Pull out each line of the records holding the string "with".

(Beginning of RECORDED INFORMATION)

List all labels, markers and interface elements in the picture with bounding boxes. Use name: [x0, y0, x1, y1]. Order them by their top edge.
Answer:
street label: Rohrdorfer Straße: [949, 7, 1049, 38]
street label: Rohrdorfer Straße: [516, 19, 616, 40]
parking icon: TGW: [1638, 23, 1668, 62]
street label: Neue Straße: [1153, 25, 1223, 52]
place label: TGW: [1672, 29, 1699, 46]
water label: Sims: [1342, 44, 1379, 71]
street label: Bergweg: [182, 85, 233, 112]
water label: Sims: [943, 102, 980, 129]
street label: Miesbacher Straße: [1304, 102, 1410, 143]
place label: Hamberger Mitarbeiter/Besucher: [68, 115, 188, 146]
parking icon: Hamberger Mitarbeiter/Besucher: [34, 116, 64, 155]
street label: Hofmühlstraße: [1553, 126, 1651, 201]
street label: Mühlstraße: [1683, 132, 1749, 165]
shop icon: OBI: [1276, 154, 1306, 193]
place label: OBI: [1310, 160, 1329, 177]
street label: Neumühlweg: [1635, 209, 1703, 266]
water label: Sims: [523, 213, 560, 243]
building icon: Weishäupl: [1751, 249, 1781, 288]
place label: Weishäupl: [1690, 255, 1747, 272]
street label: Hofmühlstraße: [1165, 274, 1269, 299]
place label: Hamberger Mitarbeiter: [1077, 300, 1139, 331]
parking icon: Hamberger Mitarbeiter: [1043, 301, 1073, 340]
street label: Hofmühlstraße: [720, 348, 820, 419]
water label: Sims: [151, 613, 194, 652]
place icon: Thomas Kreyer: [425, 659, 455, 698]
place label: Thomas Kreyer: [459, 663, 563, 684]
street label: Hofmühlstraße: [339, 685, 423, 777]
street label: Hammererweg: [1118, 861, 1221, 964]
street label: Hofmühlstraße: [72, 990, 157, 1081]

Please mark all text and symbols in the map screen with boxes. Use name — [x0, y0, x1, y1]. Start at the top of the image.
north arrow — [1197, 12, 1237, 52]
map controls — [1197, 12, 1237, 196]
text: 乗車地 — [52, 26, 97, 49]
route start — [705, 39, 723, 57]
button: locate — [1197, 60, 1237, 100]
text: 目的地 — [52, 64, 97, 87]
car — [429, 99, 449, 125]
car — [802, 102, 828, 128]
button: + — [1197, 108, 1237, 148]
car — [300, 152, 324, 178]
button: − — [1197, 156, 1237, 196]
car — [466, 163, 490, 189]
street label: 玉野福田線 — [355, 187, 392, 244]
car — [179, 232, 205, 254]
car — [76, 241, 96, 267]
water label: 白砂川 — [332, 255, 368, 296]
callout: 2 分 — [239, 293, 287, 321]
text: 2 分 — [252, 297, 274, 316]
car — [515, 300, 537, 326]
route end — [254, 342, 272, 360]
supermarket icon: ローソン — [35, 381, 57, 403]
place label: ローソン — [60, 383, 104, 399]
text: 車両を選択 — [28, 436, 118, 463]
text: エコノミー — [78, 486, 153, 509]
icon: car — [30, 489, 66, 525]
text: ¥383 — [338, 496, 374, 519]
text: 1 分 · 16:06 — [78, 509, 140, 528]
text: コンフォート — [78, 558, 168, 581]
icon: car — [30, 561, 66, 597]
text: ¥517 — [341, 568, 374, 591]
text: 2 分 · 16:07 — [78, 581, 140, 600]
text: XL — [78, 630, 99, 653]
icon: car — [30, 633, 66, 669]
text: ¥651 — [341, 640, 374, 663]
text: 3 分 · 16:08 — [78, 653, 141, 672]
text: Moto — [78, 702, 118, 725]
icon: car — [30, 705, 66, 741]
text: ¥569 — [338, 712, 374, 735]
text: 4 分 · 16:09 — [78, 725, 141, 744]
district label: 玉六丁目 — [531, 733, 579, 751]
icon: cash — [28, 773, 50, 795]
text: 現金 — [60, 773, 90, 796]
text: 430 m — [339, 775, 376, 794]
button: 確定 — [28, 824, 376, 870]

(End of RECORDED INFORMATION)

ANSWER SECTION:
List all labels, markers and interface elements in the picture with bounding boxes. Use name: [x0, y0, x1, y1]. Order them by their top edge.
Please mark all text and symbols in the map screen with boxes. Use name — [x0, y0, x1, y1]. Start at the top of the image.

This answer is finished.